Take the line containing "min</h1><p>460 m ·" and every line after it to the end of the data, and write them out exactly as they appear.

::: Exercise inputs :::

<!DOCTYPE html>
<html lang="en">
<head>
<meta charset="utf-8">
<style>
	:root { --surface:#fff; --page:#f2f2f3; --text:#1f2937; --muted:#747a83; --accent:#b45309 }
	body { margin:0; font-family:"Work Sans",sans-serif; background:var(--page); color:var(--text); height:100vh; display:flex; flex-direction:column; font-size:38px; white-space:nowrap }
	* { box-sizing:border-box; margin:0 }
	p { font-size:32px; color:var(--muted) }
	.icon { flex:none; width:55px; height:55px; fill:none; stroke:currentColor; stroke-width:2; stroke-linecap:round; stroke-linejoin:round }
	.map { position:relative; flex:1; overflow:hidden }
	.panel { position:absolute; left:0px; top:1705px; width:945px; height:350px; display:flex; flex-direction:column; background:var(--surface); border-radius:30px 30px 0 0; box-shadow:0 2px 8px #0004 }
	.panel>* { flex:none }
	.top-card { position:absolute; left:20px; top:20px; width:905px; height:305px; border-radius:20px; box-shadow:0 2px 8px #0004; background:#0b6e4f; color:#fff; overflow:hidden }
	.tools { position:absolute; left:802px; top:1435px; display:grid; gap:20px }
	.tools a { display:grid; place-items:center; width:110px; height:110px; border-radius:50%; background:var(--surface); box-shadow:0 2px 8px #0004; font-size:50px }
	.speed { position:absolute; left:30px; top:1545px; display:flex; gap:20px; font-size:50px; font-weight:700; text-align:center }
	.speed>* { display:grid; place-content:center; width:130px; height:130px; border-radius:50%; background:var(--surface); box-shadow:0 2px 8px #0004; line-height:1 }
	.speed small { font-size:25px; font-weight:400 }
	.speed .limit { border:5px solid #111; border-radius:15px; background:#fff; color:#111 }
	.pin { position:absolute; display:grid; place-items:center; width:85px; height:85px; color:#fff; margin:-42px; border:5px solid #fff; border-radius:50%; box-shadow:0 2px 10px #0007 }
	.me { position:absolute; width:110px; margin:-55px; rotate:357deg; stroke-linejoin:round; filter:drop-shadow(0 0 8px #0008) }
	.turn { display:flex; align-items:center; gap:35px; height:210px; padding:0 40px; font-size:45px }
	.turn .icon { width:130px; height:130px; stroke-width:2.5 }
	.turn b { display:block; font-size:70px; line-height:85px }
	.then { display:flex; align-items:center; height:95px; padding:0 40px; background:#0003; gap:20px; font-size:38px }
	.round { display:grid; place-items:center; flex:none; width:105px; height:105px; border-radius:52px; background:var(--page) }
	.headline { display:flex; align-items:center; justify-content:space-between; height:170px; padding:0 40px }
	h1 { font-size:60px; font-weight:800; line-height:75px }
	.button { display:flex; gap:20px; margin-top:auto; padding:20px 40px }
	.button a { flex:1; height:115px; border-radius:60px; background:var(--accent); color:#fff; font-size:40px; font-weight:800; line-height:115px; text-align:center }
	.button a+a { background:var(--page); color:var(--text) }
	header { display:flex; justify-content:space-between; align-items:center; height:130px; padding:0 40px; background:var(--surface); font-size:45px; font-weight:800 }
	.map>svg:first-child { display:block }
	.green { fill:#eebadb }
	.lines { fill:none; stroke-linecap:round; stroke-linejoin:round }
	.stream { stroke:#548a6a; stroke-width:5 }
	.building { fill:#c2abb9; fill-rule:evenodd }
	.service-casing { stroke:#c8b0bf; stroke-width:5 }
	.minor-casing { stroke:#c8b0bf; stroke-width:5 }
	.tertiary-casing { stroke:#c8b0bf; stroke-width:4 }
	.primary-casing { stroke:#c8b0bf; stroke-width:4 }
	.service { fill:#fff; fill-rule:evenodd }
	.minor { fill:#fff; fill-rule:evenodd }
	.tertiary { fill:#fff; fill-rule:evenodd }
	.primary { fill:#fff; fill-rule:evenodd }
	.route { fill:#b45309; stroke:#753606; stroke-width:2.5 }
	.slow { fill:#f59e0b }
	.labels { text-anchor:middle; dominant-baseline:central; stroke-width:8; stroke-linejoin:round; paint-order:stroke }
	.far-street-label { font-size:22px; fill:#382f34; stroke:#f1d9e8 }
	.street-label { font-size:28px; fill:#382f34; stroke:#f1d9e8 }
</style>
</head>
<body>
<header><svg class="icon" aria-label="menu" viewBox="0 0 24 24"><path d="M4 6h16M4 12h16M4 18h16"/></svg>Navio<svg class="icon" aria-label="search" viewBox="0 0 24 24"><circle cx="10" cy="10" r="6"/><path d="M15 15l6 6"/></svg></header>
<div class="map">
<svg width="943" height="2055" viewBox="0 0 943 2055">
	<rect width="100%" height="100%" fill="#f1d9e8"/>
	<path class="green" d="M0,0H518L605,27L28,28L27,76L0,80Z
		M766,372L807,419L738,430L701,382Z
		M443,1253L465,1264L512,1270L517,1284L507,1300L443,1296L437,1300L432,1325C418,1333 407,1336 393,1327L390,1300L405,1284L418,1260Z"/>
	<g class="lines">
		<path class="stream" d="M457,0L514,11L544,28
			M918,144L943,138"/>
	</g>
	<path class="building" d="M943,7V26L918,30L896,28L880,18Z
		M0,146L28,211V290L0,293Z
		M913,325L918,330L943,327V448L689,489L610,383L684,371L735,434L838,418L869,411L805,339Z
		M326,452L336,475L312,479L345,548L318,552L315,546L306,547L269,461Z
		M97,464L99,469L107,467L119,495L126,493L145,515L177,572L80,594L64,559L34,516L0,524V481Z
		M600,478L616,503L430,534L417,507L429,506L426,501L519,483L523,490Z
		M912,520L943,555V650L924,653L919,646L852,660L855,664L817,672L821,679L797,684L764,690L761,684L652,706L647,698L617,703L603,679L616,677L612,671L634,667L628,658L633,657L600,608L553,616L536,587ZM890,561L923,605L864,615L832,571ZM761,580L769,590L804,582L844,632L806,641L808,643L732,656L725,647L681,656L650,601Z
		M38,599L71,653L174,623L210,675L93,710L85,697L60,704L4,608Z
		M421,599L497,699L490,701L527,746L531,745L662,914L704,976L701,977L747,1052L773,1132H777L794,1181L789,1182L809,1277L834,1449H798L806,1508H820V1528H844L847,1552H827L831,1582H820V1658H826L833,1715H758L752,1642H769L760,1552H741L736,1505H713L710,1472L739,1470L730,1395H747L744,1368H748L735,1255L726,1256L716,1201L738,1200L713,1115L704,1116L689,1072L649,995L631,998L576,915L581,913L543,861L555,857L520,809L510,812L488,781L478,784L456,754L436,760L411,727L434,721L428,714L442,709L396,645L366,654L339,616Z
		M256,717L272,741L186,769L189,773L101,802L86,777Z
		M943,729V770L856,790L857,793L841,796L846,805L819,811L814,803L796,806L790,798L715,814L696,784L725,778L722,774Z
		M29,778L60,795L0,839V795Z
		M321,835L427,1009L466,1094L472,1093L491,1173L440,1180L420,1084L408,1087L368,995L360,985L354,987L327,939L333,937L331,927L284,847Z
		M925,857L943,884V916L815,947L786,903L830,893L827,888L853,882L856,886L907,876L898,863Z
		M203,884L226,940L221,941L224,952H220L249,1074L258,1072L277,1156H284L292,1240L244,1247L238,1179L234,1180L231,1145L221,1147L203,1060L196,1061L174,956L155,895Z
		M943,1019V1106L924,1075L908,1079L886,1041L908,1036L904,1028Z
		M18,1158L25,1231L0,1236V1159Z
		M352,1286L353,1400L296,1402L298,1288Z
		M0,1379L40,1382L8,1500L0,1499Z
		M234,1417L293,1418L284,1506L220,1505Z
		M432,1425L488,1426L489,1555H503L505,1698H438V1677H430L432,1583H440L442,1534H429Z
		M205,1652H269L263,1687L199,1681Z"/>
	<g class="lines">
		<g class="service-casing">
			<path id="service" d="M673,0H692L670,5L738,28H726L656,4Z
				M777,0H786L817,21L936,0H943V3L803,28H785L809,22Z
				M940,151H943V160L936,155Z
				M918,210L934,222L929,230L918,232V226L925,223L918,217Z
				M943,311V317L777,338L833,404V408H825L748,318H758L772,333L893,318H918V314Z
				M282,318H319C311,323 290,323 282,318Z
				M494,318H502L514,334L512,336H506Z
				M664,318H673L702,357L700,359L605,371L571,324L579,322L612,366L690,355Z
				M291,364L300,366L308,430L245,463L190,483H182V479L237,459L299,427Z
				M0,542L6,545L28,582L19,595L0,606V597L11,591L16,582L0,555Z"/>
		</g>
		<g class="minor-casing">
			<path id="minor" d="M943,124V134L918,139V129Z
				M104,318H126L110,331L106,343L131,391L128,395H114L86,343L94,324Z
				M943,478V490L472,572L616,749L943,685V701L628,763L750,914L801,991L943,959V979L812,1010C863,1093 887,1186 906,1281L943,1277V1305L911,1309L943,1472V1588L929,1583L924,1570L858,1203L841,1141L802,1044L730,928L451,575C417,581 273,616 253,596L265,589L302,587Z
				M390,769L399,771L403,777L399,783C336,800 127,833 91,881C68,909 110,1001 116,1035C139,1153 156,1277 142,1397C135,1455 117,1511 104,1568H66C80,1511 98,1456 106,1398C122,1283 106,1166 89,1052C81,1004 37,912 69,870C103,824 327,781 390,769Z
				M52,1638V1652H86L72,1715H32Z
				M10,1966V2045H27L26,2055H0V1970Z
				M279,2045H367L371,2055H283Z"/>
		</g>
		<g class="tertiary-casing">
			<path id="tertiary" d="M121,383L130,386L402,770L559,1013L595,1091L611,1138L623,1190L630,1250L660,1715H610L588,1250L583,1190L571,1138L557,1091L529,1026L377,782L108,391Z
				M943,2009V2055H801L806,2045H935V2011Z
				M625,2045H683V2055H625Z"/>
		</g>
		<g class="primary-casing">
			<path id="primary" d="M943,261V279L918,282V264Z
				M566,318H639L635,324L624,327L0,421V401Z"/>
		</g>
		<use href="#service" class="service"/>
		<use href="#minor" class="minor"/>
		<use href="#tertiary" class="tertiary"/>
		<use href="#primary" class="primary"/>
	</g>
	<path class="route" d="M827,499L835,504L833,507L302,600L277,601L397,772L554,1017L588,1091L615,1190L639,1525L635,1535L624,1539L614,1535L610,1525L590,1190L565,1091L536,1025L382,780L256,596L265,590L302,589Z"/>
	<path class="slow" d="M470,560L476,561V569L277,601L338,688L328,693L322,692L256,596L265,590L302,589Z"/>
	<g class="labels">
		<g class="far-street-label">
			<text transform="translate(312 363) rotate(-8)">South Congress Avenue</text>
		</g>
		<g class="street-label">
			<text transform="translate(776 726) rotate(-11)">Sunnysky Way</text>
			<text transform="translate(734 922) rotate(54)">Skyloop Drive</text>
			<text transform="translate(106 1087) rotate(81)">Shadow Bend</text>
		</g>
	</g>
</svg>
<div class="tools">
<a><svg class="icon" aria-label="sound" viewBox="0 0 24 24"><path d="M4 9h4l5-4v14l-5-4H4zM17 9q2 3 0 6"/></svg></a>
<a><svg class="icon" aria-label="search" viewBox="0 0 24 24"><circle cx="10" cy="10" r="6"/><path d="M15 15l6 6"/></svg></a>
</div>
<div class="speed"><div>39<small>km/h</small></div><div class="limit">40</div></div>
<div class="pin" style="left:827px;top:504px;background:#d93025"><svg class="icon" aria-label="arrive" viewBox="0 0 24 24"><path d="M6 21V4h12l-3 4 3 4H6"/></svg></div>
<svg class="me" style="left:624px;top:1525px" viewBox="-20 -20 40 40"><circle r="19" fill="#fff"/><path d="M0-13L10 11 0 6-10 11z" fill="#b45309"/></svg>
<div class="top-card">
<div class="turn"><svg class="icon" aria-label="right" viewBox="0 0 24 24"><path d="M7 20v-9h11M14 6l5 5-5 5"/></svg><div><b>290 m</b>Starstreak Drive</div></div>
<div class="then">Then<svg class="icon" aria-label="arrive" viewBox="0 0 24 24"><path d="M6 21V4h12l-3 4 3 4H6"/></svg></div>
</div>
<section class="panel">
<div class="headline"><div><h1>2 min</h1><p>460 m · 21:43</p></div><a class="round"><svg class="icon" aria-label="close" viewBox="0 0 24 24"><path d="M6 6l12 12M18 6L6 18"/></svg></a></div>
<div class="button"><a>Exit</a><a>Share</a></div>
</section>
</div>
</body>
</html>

:::

=== Answer for the task ===
<div class="headline"><div><h1>2 min</h1><p>460 m · 21:43</p></div><a class="round"><svg class="icon" aria-label="close" viewBox="0 0 24 24"><path d="M6 6l12 12M18 6L6 18"/></svg></a></div>
<div class="button"><a>Exit</a><a>Share</a></div>
</section>
</div>
</body>
</html>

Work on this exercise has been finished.